> _ACTION ITEM_
Every line of the entries below that includes "bottom" belongs in the answer, copied as written.

BEGIN SUPPLIED ENTRIES

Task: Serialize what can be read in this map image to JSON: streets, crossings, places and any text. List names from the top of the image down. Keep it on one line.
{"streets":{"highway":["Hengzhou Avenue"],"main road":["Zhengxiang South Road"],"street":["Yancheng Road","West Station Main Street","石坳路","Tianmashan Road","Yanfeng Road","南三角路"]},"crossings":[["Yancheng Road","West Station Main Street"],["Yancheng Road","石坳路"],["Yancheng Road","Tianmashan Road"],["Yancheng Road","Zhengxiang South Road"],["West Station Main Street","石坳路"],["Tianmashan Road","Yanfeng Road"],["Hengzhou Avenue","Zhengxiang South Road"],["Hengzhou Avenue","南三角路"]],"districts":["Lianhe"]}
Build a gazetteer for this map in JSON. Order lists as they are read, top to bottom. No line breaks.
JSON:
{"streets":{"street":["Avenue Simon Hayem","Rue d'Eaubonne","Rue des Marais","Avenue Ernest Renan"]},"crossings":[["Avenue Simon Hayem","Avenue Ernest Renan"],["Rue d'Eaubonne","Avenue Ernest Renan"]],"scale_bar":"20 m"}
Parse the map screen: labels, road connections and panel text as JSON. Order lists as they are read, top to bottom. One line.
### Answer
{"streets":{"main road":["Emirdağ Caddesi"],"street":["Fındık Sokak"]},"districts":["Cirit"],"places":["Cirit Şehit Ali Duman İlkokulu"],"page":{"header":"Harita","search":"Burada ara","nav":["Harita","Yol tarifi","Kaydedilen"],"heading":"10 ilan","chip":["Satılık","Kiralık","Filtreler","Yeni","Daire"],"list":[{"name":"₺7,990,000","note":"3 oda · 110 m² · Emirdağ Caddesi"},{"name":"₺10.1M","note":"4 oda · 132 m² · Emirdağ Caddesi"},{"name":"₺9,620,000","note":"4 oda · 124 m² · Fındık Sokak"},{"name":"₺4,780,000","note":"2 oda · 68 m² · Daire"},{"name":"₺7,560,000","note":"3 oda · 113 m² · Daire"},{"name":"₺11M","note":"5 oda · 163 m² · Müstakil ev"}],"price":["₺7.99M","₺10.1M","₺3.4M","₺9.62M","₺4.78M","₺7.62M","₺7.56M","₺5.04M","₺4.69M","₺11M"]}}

END SUPPLIED ENTRIES

> _ANSWER SECTION_
Build a gazetteer for this map in JSON. Order lists as they are read, top to bottom. No line breaks.
Parse the map screen: labels, road connections and panel text as JSON. Order lists as they are read, top to bottom. One line.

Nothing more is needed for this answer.